## ACTIVITY:
Could you find every line in the entries below that holds the word "nowrap" and copy it?

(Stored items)
========================================================================

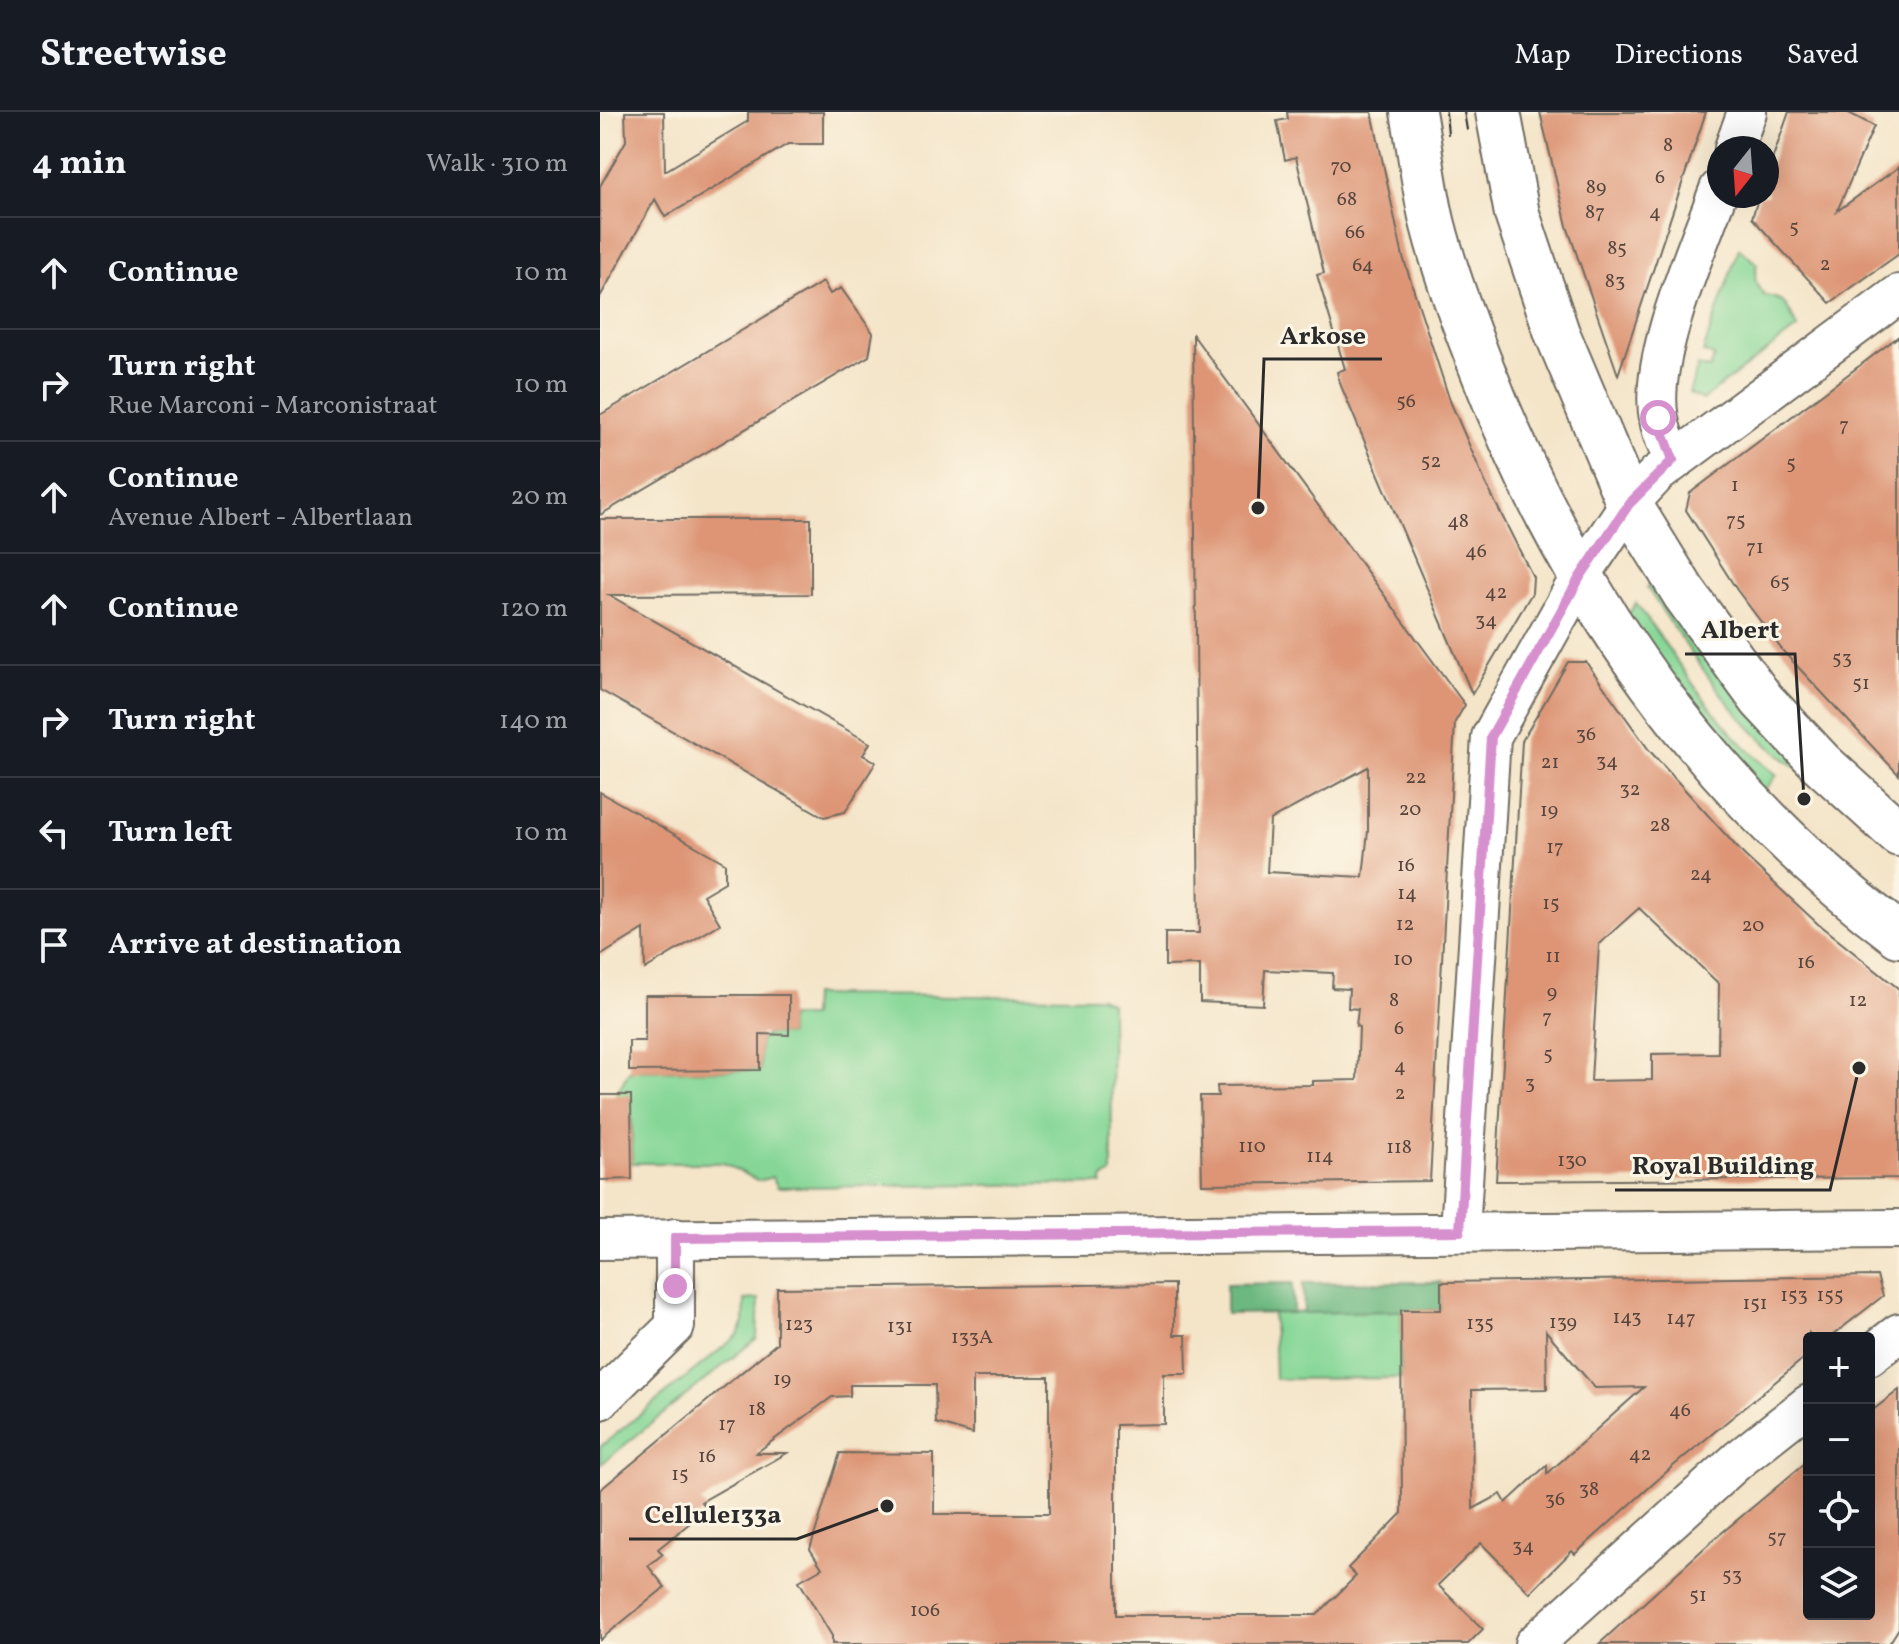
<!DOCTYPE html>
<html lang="en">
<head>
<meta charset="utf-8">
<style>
	:root { --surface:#171b24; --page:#242831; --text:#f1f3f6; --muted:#9ea1a6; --line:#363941 }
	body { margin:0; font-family:Vollkorn,serif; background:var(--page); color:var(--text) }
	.controls { position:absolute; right:24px; bottom:24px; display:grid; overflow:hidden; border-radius:8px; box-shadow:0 8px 32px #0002 }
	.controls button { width:72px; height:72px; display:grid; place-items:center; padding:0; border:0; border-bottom:2px solid var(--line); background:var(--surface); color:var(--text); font:40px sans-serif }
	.compass { position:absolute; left:1107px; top:24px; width:72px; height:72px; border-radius:50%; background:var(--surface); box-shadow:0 8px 32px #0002; rotate:197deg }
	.stop { position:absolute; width:24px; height:24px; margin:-18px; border:6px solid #d690ce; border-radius:50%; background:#fff }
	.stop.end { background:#d690ce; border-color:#fff; box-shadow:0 2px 8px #0008 }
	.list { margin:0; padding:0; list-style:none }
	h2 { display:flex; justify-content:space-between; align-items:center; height:104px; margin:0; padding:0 32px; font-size:34px }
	h2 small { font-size:26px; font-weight:400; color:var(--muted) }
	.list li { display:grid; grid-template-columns:52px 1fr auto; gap:24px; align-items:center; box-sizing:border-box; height:112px; padding:0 32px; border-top:2px solid var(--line) }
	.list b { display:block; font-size:30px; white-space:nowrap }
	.list p { margin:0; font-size:26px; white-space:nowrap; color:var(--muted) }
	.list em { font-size:26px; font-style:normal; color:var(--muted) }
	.icon { flex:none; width:44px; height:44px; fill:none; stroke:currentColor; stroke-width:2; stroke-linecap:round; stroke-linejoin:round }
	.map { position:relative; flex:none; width:1299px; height:1532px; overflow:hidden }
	header { display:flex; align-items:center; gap:48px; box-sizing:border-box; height:112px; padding:0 40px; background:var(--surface); border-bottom:2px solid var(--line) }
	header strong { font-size:38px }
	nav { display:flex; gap:44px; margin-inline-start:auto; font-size:28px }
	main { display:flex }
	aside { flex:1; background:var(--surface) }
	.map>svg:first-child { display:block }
</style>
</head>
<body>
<header>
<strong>Streetwise</strong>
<nav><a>Map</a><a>Directions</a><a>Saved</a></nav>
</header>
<main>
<aside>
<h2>4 min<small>Walk · 310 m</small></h2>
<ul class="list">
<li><svg class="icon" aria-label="ahead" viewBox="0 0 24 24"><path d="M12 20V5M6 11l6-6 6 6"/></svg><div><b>Continue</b></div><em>10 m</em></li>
<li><svg class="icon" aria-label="right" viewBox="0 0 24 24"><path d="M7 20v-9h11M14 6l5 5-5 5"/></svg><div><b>Turn right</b><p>Rue Marconi - Marconistraat</p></div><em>10 m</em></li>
<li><svg class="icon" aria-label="ahead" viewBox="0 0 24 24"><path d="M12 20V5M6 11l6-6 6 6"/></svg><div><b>Continue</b><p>Avenue Albert - Albertlaan</p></div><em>20 m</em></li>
<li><svg class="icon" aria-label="ahead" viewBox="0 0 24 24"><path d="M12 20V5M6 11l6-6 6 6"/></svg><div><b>Continue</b></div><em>120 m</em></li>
<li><svg class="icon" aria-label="right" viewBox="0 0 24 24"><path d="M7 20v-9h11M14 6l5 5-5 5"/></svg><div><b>Turn right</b></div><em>140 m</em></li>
<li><svg class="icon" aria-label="left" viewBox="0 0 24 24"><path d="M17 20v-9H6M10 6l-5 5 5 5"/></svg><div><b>Turn left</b></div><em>10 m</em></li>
<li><svg class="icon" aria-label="arrive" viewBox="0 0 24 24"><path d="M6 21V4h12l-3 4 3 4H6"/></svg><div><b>Arrive at destination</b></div></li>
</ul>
</aside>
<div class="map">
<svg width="1299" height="1532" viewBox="0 0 1299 1532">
	<rect width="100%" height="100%" fill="#fcf5e5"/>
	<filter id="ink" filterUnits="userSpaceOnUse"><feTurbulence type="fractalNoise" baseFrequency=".0125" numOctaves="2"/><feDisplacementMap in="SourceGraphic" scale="16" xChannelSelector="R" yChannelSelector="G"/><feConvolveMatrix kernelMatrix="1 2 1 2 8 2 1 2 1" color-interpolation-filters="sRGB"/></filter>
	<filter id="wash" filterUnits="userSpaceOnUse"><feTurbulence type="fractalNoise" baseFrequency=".006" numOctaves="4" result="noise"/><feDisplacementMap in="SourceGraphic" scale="32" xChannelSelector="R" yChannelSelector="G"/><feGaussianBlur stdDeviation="1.8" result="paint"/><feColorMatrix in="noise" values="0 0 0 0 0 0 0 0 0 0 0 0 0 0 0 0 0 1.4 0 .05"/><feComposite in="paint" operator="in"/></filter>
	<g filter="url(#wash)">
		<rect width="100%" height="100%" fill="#f4e5c9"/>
		<path fill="#86d797" stroke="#588161" stroke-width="2" d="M 1139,136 L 1157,152 C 1153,166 1155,173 1165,184 C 1186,185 1190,199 1197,216 L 1102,288 L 1089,281 L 1098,254 L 1110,257 L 1114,244 L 1103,240 Z
			M 1060,460 L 1217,669 C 1141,625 1096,547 1047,476 Z
			M 1036,491 C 1079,550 1119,619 1177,663 L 1163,681 L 1025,507 Z
			M 212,883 L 500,885 L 511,891 L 512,1061 L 502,1067 L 502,1072 L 178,1075 L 172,1065 L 159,1069 L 123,1051 L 32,1051 L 32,1005 L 16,983 L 29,959 L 160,958 L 160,929 L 168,922 L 189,923 L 189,905 L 211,905 Z
			M 159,1187 L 157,1226 L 0,1353 L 0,1335 L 138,1223 L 144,1211 L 145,1188 Z
			M 801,1198 L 801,1266 L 675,1267 L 673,1201 Z"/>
		<path fill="#6cb880" stroke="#4c7256" stroke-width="2" d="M 841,1170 L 841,1198 L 704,1201 L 703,1171 Z
			M 693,1171 L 693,1201 L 626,1202 L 626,1172 Z"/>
		<g id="blocks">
			<path fill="#dd9576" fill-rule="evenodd" d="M 25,0 L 64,0 L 65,59 L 148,9 L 148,0 L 223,0 L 223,32 L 188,32 L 65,105 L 55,87 L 0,185 L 0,74 L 26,29 Z
				M 687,0 L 772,0 L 803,145 L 850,289 L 887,374 L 933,465 L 932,481 L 872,582 L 741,274 L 737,260 L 745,257 L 717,163 L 724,161 L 696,45 L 685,48 L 677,9 L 688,7 Z
				M 940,0 L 1106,0 L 1018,263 L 967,114 Z
				M 1189,0 L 1247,0 L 1274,14 L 1237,99 L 1299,55 L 1299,142 L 1230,191 L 1152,106 L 1159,84 L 1167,84 L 1167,62 Z
				M 223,170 L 230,182 L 241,176 L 273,221 L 269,244 L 0,403 L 0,303 Z
				M 593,223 L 865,593 L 855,610 L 830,1069 L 602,1072 L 600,984 L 618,984 L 617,974 L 713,973 L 713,969 L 757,968 L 759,915 L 756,914 L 758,897 L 748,896 L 749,877 L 732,876 L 733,861 L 665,858 L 663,893 L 600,890 L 600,853 L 565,854 L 565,821 L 599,821 ZM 768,655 L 768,719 L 763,765 L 667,760 L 670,708 Z
				M 1299,224 L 1299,663 L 1183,539 L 1137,478 L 1086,398 L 1090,381 Z
				M 0,407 L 211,407 L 211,482 L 9,483 L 270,631 L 263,643 L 276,650 L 245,700 L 224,705 L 0,578 Z
				M 968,550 L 986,550 L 1049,638 L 1144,743 L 1218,812 L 1299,877 L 1299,1066 L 896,1069 L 922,629 ZM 1039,796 L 1119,872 L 1118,941 L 1052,942 L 1052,968 L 991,969 L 999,832 Z
				M 0,680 L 125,751 L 125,770 L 103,783 L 120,812 L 45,857 L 44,817 L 0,844 Z
				M 45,883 L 189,883 L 189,923 L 160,922 L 160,958 L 29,959 L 29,929 L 45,929 Z
				M 0,983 L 31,983 L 32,1067 L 0,1068 Z
				M 1277,1164 L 1283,1184 L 1229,1226 L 1213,1226 L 1209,1221 L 1209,1242 L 1072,1355 L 975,1442 L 972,1439 L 930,1481 L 881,1431 L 838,1473 L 883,1517 L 868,1532 L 232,1532 L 232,1524 L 199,1469 L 222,1456 L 210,1437 L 240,1341 L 334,1342 L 334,1402 L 449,1402 L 449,1265 L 373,1265 L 373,1322 L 336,1311 L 335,1273 L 250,1273 L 250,1284 L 232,1285 L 156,1341 L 187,1341 L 101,1390 L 107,1397 L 58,1437 L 63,1442 L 48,1454 L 65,1475 L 0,1528 L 0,1378 L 177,1231 L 177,1176 L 574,1172 L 574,1223 L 586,1223 L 587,1262 L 564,1262 L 564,1312 L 516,1313 L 516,1503 L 717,1503 L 756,1464 L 748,1456 L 802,1401 L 801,1198 L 841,1198 L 841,1170 ZM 946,1219 L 995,1276 L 1044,1275 L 947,1362 L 947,1353 L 906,1391 L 901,1382 L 873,1397 L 872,1278 L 947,1277 Z
				M 1299,1278 L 1299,1516 L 1289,1532 L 999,1532 L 1112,1429 L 1209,1348 L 1209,1502 L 1269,1502 L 1269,1301 Z"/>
		</g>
	</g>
	<g filter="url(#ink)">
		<use href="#blocks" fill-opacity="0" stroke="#716c62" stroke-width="2"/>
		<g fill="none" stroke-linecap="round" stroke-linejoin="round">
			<g stroke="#716c62" stroke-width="42">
				<path id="street" d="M 1134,36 L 1147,0
					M 1073,348 C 1068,335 1061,321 1059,307 C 1047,247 1098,136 1119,77
					M 860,1119 L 891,625 L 980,465 L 1029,392 L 1057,362 L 1299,182
					M 0,1128 L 1299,1117
					M 1269,1244 L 1299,1221
					M 0,1288 L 75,1214 L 75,1126
					M 934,1532 L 1138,1348 L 1209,1292"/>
			</g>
			<g stroke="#716c62" stroke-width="48">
				<path id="secondary" d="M 813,0 C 820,37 824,76 833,113 C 846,164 865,214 884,262 C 970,484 1107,680 1299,823
					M 898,0 L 917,102 L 957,221 L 1029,392 L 1084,481 L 1162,588 L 1221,651 L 1299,722"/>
			</g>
			<use href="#street" stroke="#fff" stroke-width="38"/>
			<use href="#secondary" stroke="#fff" stroke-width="44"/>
			<path stroke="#2b2b2b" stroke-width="2" d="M 846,0 L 848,22
				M 864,0 L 867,18"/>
		</g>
	</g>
	<g fill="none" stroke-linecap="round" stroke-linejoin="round" filter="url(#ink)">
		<path stroke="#d690ce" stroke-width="10" d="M 75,1174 L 75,1126 L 860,1119 L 891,625 L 980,465 L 1029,392 L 1073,348 L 1058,306"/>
	</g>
	<g text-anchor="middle" stroke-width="6" stroke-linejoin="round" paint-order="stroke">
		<g font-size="20" fill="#58463e">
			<text x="1068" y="39">8</text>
			<text x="741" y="60">70</text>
			<text x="1060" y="71">6</text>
			<text x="996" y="81">89</text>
			<text x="747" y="93">68</text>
			<text x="995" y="106">87</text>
			<text x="1055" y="106">4</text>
			<text x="1194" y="121">5</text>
			<text x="755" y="126">66</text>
			<text x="1017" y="142">85</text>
			<text x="1225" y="158">2</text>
			<text x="763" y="159">64</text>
			<text x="1015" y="175">83</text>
			<text x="806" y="295">56</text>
			<text x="1244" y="319">7</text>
			<text x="831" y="355">52</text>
			<text x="1191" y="357">5</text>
			<text x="1135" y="379">1</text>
			<text x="1136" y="414">75</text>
			<text x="858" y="415">48</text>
			<text x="1155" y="441">71</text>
			<text x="876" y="445">46</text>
			<text x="1180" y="476">65</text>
			<text x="896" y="486">42</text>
			<text x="886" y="514">34</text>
			<text x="1242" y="552">53</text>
			<text x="1261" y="577">51</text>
			<text x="986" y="628">36</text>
			<text x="1007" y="655">34</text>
			<text x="950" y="656">21</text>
			<text x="816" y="671">22</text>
			<text x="1030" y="683">32</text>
			<text x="810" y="703">20</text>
			<text x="949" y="704">19</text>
			<text x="1060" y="719">28</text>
			<text x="955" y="741">17</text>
			<text x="806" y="759">16</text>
			<text x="1101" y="768">24</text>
			<text x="807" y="787">14</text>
			<text x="951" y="797">15</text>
			<text x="805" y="818">12</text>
			<text x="1153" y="819">20</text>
			<text x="953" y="850">11</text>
			<text x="803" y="853">10</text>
			<text x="1206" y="856">16</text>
			<text x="952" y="886">9</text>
			<text x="794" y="894">8</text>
			<text x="1258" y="894">12</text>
			<text x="947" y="911">7</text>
			<text x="799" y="922">6</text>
			<text x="948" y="948">5</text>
			<text x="800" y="960">4</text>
			<text x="930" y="977">3</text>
			<text x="800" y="987">2</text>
			<text x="652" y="1040">110</text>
			<text x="799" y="1041">118</text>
			<text x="720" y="1050">114</text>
			<text x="972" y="1054">130</text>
			<text x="1194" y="1189">153</text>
			<text x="1230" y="1189">155</text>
			<text x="1155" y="1197">151</text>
			<text x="1027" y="1211">143</text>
			<text x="1081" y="1212">147</text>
			<text x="963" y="1216">139</text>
			<text x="880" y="1217">135</text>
			<text x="199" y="1218">123</text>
			<text x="300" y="1220">131</text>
			<text x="372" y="1231">133A</text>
			<text x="182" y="1273">19</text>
			<text x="157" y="1303">18</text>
			<text x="1080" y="1304">46</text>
			<text x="127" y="1318">17</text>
			<text x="1040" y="1348">42</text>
			<text x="107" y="1350">16</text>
			<text x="80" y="1368">15</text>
			<text x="989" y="1383">38</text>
			<text x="955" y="1393">36</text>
			<text x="1177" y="1431">57</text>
			<text x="923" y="1440">34</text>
			<text x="1132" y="1469">53</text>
			<text x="1098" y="1489">51</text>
			<text x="325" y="1504">106</text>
		</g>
	</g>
	<path fill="none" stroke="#2b2b2b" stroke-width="3" d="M658 396L664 247H782M1204 687L1195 542H1085M1259 956L1230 1078H1015M287 1394L197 1427H29"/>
	<g fill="#2b2b2b" stroke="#fcf5e5" stroke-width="3">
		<circle cx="658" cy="396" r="8"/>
		<circle cx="1204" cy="687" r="8"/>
		<circle cx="1259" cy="956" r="8"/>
		<circle cx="287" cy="1394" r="8"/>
	</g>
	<g font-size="26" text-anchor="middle" font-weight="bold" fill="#2b2b2b" stroke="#fcf5e5" stroke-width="6" stroke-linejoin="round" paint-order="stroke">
		<text x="723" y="232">Arkose</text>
		<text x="1140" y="526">Albert</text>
		<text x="1123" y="1062">Royal Building</text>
		<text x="113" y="1411">Cellule133a</text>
	</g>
</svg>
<div class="controls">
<button>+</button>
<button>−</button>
<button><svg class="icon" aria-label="locate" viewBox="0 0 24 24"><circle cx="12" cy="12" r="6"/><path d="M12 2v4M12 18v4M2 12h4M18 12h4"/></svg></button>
<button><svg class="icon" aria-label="layers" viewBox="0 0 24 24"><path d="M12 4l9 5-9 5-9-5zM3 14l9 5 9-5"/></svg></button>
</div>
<svg class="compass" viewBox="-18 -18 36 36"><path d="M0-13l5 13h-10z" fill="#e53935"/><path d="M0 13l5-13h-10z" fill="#9ea1a6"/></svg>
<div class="stop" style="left:1058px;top:306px"></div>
<div class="stop end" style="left:75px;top:1174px"></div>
</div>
</main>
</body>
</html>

========================================================================

## SOLUTION TO THIS PROBLEM:
	.list b { display:block; font-size:30px; white-space:nowrap }
	.list p { margin:0; font-size:26px; white-space:nowrap; color:var(--muted) }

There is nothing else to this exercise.